Introduction Of General Anti-Avoidance Rules (GAAR) In The Indian Tax Legislation
Some believe that a revision of the Mauritius treaty to prevent abuse may not be necessary now, given that anti-avoidance provisions are already proposed under the new Direct tax Code (DTC), to be effective from April 1, 2012.
GAAR is proposed as an anti-avoidance measure under the DTC. Under GAAR, the Indian tax authorities will be empowered to declare any ‘arrangement’ as ‘impermissible avoidance arrangement’, if part or a whole of a structure has been set up with the main purpose of obtaining ‘tax benefit’. An ‘arrangement’ will be presumed to be for obtaining tax benefit, unless the taxpayer demonstrates that obtaining tax benefit was not the main objective of the arrangement.
Under the DTC, GAAR is a tool available with the tax authorities to question any such structure, including the Mauritius structure.
In summary, under the DTC regime, commercial substance and bona fide business purpose test will be among the key requirements for availing treaty benefits.
Is Shifting To Any Other Favourable Jurisdiction A Solution?
Countries like Singapore and Cyprus also provide similar tax benefits as Mauritius.
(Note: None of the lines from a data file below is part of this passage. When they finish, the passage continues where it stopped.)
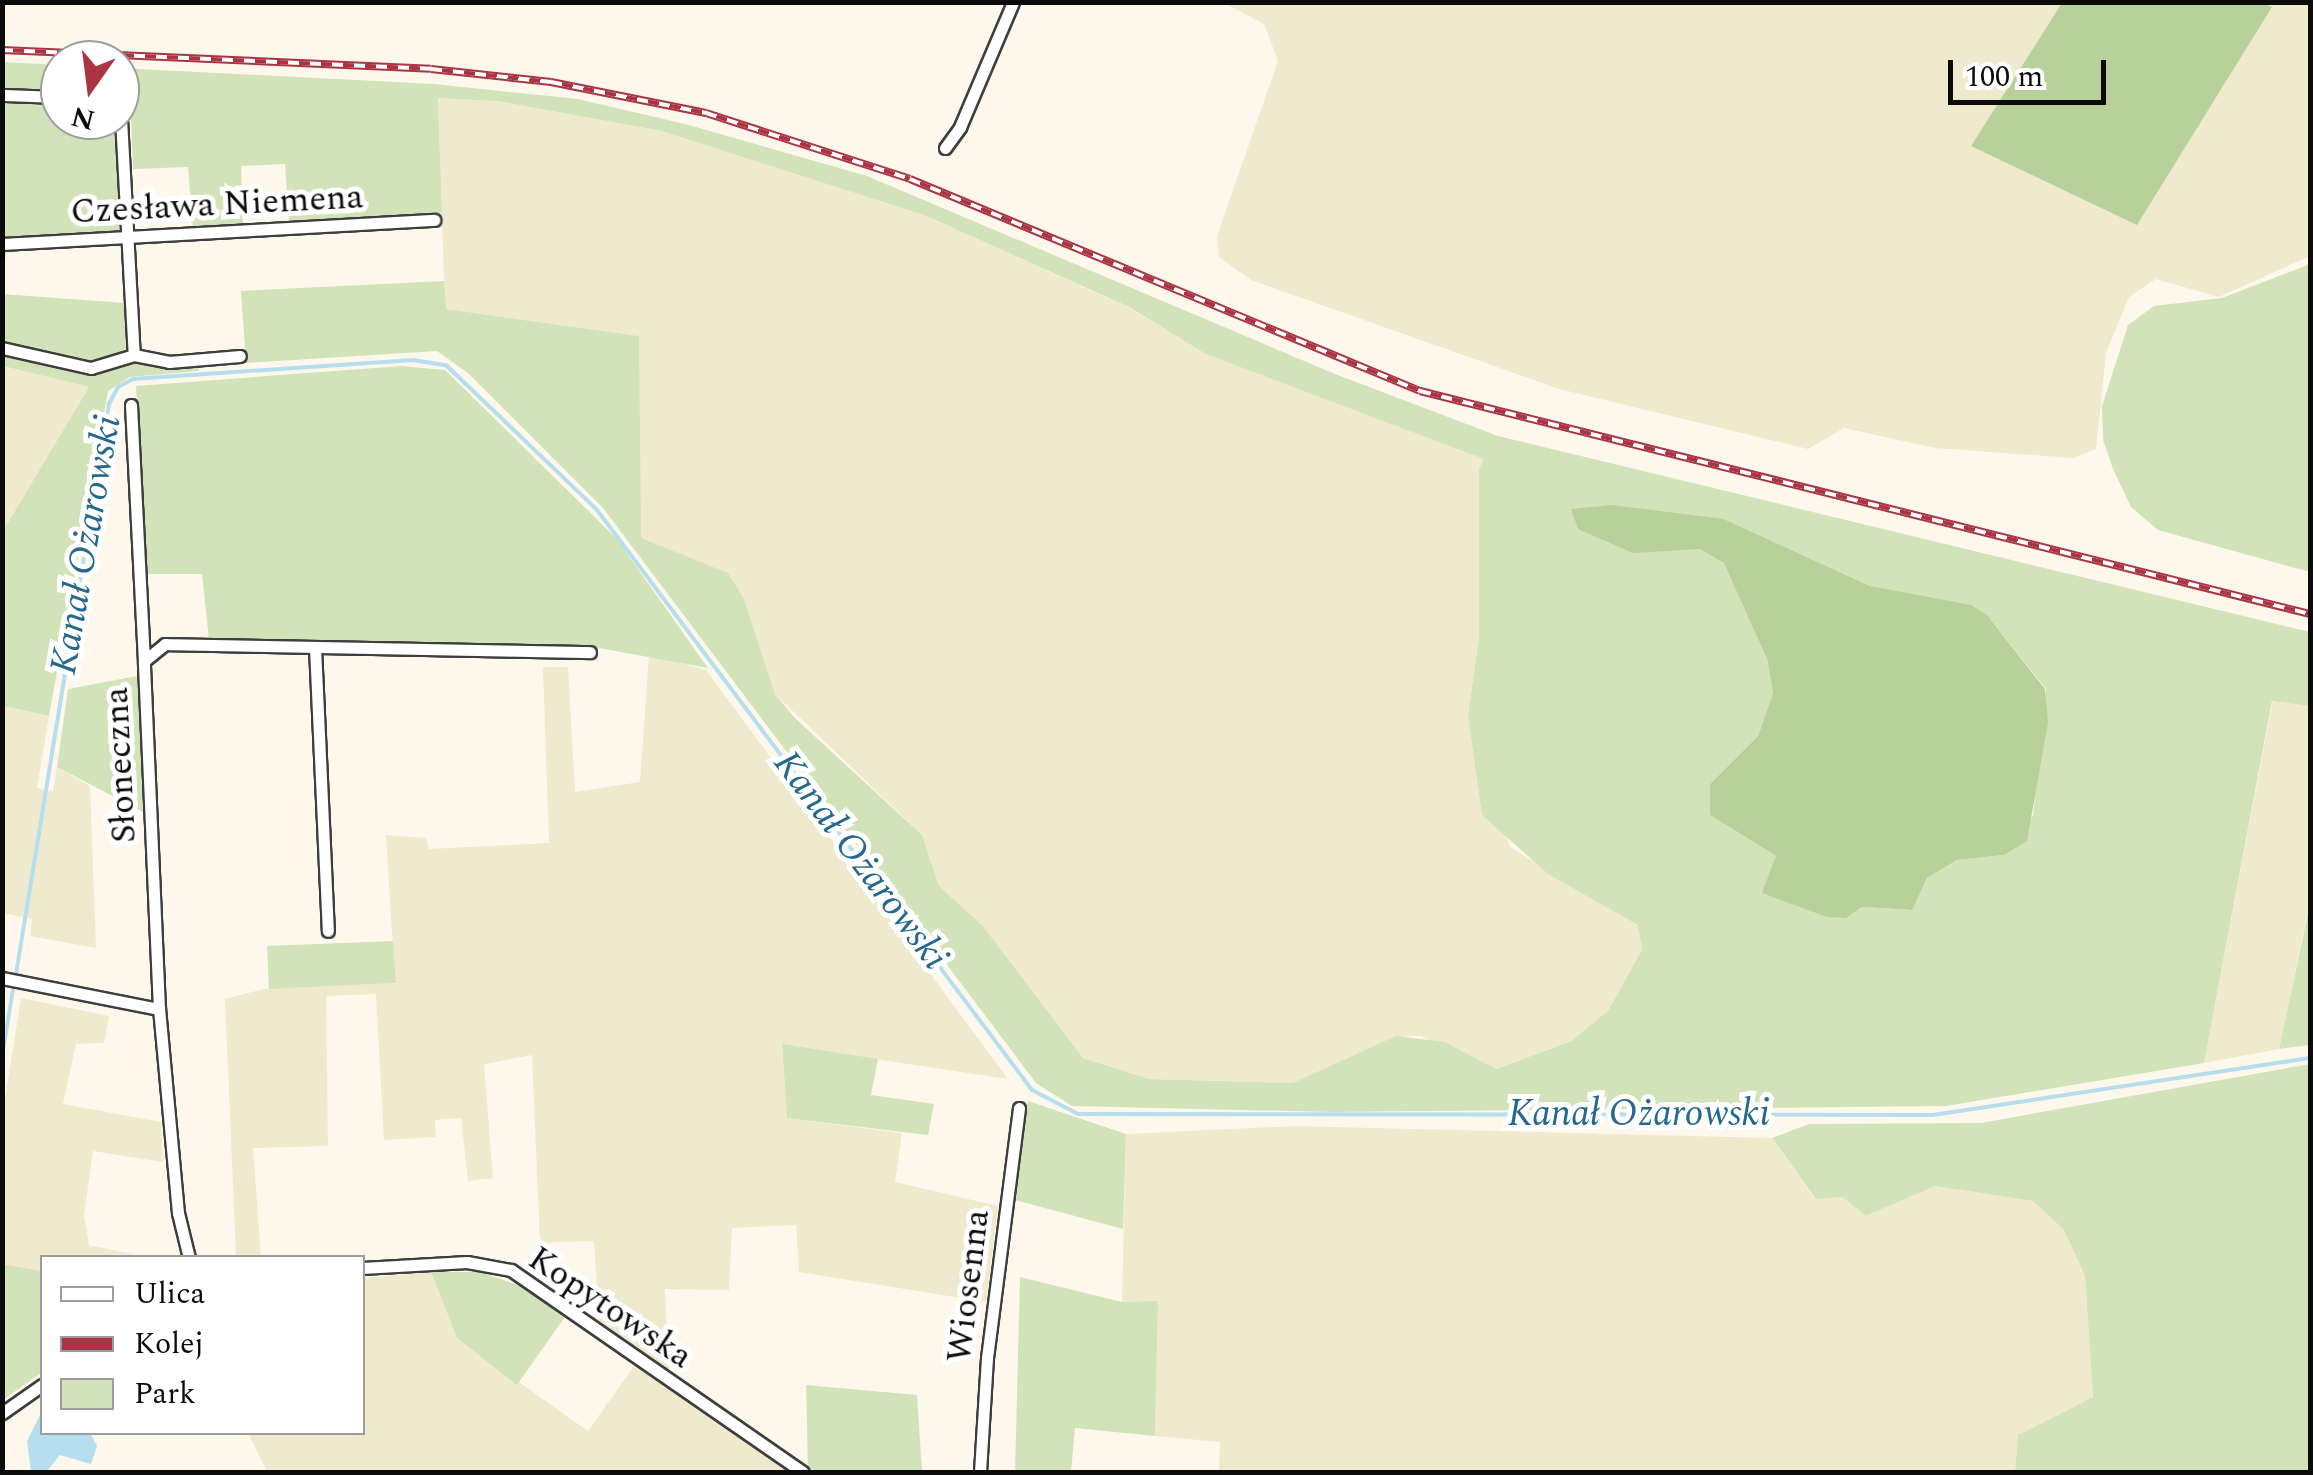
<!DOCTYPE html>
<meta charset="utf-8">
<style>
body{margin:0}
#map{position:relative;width:2313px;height:1475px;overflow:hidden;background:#fdf8eb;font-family:Spectral,serif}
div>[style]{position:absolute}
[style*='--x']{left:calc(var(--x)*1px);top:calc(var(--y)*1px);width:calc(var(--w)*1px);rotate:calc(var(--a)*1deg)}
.farmland>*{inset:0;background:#efeace}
.green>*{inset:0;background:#d2e3b9}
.forest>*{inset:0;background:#b8d19a}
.water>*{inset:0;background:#b6deee}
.stream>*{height:4px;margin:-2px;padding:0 2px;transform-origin:2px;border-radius:2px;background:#b6deee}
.roads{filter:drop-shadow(2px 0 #3e3e3e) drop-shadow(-2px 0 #3e3e3e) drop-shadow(0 2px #3e3e3e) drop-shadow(0 -2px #3e3e3e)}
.street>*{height:11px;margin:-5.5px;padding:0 5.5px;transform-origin:5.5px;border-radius:5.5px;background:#fff}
.rail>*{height:8px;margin-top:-4px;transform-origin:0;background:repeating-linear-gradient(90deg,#fff 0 11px,#aa3443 0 22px);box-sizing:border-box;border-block:2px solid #aa3443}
span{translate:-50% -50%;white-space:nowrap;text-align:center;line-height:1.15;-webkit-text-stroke:10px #fff;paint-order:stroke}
.street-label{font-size:35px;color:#0b0b0b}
.water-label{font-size:38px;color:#24688d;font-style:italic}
.frame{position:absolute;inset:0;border:5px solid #0b0b0b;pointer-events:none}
.legend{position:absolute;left:40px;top:1255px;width:325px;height:180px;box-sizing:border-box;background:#fff;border:2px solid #9d9d9d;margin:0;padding:12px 18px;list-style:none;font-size:30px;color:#0b0b0b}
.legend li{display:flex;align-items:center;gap:20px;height:50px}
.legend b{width:50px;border:2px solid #9d9d9d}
.north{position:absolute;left:40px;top:40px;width:100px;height:100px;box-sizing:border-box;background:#fff;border:2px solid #9d9d9d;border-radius:50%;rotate:194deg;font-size:28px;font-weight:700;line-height:40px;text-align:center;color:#0b0b0b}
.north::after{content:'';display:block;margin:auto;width:35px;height:45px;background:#aa3443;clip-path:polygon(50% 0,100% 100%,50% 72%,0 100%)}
.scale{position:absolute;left:1948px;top:60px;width:158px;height:45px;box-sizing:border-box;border:5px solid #0b0b0b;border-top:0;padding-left:12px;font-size:30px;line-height:35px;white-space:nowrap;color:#0b0b0b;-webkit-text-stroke:8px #fff;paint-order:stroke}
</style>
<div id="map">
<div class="farmland">
<div style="clip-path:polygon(1224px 3px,2310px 3px,2310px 256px,2219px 297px,2156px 279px,2129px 297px,2106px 353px,2096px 449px,2073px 458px,1935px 448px,1844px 428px,1808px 449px,1559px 389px,1251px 280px,1219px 257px,1217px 236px,1278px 61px,1264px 24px)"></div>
<div style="clip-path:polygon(438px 97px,497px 101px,662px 131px,834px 183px,924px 215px,1128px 307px,1207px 354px,1485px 459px,1479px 637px,1468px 715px,1510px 847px,1638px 925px,1642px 950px,1609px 1011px,1571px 1041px,1495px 1069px,1420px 1036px,1396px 1037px,1294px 1083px,1149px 1079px,1083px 1058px,983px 926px,939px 886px,922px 835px,775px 694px,744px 599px,640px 538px,638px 336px,445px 309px)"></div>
<div style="clip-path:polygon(3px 366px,89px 387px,3px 533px)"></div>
<div style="clip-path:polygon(649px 654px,706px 670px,1008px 1079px,782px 1045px,787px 1118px,902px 1133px,895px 1182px,998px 1206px,986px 1302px,799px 1272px,796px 1225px,732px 1228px,729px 1290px,665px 1289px,669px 1372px,599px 1320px,594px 1241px,540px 1243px,532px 1055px,484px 1064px,493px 1178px,468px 1181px,461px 1118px,435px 1120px,436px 1137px,384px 1140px,376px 994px,326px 996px,328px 1146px,253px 1148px,261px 1257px,236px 1257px,225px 999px,264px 989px,395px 983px,386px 835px,426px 838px,429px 849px,549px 843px,543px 667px,568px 667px,575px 792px,640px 782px)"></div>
<div style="clip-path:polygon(2273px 700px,2310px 706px,2310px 899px,2279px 1049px,2204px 1063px)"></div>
<div style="clip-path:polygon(2px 706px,49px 716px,37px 788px,53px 791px,57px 767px,90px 786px,96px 948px,30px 936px,32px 919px,3px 913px)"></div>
<div style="clip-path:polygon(21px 998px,109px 1016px,104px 1043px,76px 1044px,63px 1104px,161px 1122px,163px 1162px,93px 1151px,84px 1216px,89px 1245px,145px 1257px,42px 1258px,42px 1271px,3px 1264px,3px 1111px)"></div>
<div style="clip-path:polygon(1294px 1126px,1772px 1138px,1815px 1199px,1842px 1197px,1866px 1216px,1935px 1186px,2033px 1201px,2064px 1230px,2085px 1276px,2093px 1397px,2018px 1435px,2015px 1472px,1219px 1472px,1220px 1442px,1155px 1436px,1158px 1302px,1122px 1302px,1126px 1134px)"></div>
<div style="clip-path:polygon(431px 1272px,457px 1338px,588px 1431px,634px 1366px,792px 1472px,267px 1472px,248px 1433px,362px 1432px,363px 1278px)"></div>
</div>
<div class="green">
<div style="clip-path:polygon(3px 62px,60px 65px,60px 90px,3px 88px)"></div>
<div style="clip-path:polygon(evenodd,120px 68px,434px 84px,578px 99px,689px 125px,867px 176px,1335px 374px,1498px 436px,2310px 632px,2310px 706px,2272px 701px,2204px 1063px,1946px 1106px,1331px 1112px,1072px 1106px,1036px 1083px,603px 508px,468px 373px,437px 351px,246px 363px,241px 291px,444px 281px,446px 309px,639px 336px,641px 538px,728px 573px,744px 599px,775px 694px,795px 718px,922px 835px,939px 886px,983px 926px,1083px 1058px,1149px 1079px,1293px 1083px,1396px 1036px,1445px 1042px,1496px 1069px,1571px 1041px,1608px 1011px,1642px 950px,1638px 925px,1548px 874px,1482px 815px,1468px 715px,1479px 637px,1479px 470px,1484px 459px,1206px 354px,1129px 307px,924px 215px,662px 131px,497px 101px,438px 98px,442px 213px,289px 223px,285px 164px,241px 166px,243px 225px,193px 230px,188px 167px,133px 169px,130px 92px,120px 91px,120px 68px,1724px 519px,1870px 586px,1987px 615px,2046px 689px,2033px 816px,2004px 855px,1957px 860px,1927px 878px,1911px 910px,1862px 907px,1846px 918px,1776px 856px,1710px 815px,1710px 784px,1758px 736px,1773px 693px,1767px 659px,1725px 563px,1701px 549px,1724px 519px)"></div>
<div style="clip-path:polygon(2px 98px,60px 101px,60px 120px,120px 120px,125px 246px,7px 250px,3px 268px)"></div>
<div style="clip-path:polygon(2310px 264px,2310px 572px,2158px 530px,2131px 507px,2113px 469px,2103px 440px,2102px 406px,2128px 325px,2154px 306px,2222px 298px)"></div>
<div style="clip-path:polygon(2px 294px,125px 303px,126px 348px,118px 357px,90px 360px,3px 343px)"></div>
<div style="clip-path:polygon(3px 351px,94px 370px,132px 361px,197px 364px,199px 371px,130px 377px,108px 391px,49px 716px,3px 706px,2px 533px,89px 387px,3px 366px)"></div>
<div style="clip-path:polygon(401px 366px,445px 370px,616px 538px,708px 668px,594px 647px,209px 640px,202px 574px,146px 574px,136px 386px)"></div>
<div style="clip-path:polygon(137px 676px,147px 814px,57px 767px,68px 689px)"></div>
<div style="clip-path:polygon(2310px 903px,2310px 1045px,2279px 1049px)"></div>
<div style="clip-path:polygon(393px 941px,396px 983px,269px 989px,267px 946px)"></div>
<div style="clip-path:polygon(782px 1044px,878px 1059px,871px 1095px,934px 1104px,928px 1135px,787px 1118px)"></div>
<div style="clip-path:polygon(2310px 1064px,2310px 1472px,2015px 1472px,2018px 1435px,2093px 1397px,2085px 1276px,2064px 1230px,2033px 1201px,1935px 1186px,1866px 1216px,1842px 1197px,1816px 1199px,1772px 1138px,1809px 1124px,1981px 1123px)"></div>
<div style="clip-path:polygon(1028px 1101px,1126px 1134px,1123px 1229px,1011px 1199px)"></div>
<div style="clip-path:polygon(2px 1264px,42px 1271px,42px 1372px,3px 1400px)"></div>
<div style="clip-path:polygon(431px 1272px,480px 1272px,530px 1289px,564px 1318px,517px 1385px,457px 1338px)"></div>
<div style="clip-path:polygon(1020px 1277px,1122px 1302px,1158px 1301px,1155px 1436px,1075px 1428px,1071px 1472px,1015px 1472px)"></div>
<div style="clip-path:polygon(806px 1385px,917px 1395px,922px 1472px,817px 1472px,808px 1466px)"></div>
</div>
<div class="forest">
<div style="clip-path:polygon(2259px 2px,2272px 7px,2137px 225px,1971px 146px,2062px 3px)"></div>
<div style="clip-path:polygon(1612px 505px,1724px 519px,1870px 586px,1971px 605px,1987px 615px,2045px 689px,2048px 723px,2027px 841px,2004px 855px,1957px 860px,1927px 878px,1912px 910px,1862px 907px,1846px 918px,1827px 917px,1762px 893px,1776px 856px,1710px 815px,1710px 784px,1758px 736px,1773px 693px,1767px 659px,1724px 563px,1700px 549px,1633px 553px,1578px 529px,1571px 509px)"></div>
</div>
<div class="water">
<div style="clip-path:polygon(42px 1411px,42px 1432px,90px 1433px,97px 1446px,91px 1464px,60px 1455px,46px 1472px,31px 1472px,27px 1441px)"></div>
</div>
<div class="stream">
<div style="--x:16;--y:974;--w:578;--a:-80.73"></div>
<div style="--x:109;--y:404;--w:19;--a:-62"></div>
<div style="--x:118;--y:387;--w:17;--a:-28"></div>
<div style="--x:133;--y:379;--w:281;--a:-3.9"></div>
<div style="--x:413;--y:360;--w:33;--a:9"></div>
<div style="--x:446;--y:365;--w:209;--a:43.8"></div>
<div style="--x:597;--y:510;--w:725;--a:53.13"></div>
<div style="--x:1032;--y:1090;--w:52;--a:27.6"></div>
<div style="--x:1078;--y:1114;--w:855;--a:0.07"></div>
<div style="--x:1933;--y:1115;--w:381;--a:-8.6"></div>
<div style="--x:2;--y:1057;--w:69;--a:-80.8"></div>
</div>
<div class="roads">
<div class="street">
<div style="--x:2;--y:95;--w:58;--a:2"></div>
<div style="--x:120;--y:100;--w:255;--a:86.9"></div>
<div style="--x:945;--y:148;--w:26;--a:-54"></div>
<div style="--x:960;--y:127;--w:136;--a:-67"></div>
<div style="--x:2;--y:244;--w:433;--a:-3.2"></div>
<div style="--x:2;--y:348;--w:91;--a:12.7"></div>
<div style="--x:91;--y:368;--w:45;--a:-16.8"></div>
<div style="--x:134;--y:355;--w:36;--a:11"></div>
<div style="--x:169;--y:362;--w:71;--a:-4.8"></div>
<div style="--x:131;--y:405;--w:256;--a:87.1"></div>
<div style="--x:315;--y:647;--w:284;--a:87.4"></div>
<div style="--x:2;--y:978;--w:160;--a:11.2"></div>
<div style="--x:189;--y:1258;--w:46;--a:-103.7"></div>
<div style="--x:178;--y:1213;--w:205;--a:-95.3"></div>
<div style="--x:159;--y:1009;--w:348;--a:-92.5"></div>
<div style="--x:144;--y:661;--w:27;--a:-39"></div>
<div style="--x:165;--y:644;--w:425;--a:1.1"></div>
<div style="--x:362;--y:1268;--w:105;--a:-3.3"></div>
<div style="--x:467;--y:1262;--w:45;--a:10.3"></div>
<div style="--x:511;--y:1270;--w:355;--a:34.7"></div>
<div style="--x:2;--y:1413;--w:49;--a:-35"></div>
<div style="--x:980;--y:1472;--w:114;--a:-86.5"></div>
<div style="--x:987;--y:1358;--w:252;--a:-82.7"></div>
</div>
</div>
<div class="rail">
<div style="--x:2;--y:50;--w:429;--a:2.5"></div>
<div style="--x:431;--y:69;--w:121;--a:6.2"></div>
<div style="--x:551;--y:82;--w:158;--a:11.3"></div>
<div style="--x:706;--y:113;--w:214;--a:17.9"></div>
<div style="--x:910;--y:179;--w:552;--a:22.57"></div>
<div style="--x:1420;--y:391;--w:918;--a:14.07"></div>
</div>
<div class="street-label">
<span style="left:217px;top:205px;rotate:-3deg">Czesława Niemena</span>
<span style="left:121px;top:765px;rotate:-93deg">Słoneczna</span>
<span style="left:969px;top:1286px;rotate:-83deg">Wiosenna</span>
<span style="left:610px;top:1308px;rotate:34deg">Kopytowska</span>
</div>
<div class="water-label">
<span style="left:87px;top:545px;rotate:-80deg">Kanał Ożarowski</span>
<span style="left:860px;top:861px;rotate:53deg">Kanał Ożarowski</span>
<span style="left:1639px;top:1115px">Kanał Ożarowski</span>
</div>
<div class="frame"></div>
<ul class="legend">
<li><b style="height:12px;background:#fff"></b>Ulica</li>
<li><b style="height:12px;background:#aa3443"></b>Kolej</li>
<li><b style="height:28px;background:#d2e3b9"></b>Park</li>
</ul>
<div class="north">N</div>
<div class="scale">100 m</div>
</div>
The India-Singapore tax treaty already has an LOB clause to prevent abuse. In any case, once GAAR is enacted under the DTC, substance requirements and bona fide business purpose test will have to be satisfied to claim treaty benefits, irrespective of whether the investor comes from Mauritius or any other jurisdiction. Once enacted, GAAR will not only impact the new structures but may also impact the existing structures, if there is a claim for capital gains exemption under the DTC regime.
The Way Forward
PE funds coming into India from Mauritius should take note of these developments, review its existing structure and perform an impact assessment. PE funds, which are likely to be impacted due to these proposals, should see if any corrective step can be taken, if necessary. Alteration of existing structure may, therefore, be on the cards for some of the PE funds. Based on the outcome of the impact assessment, some PE funds may also have to reconcile to the fact that tax cost may have to be factored in while making investment decisions going forward.
The government, of course, looks confident than ever and assumes that India’s strong economic fundamentals will continue to attract investments, notwithstanding the additional tax cost on investors.
Anil Talreja (Partner – M&A tax) & Jatin Kanabar (Sr. Manager – M&A Tax) co-authored the article. Views expressed are personal.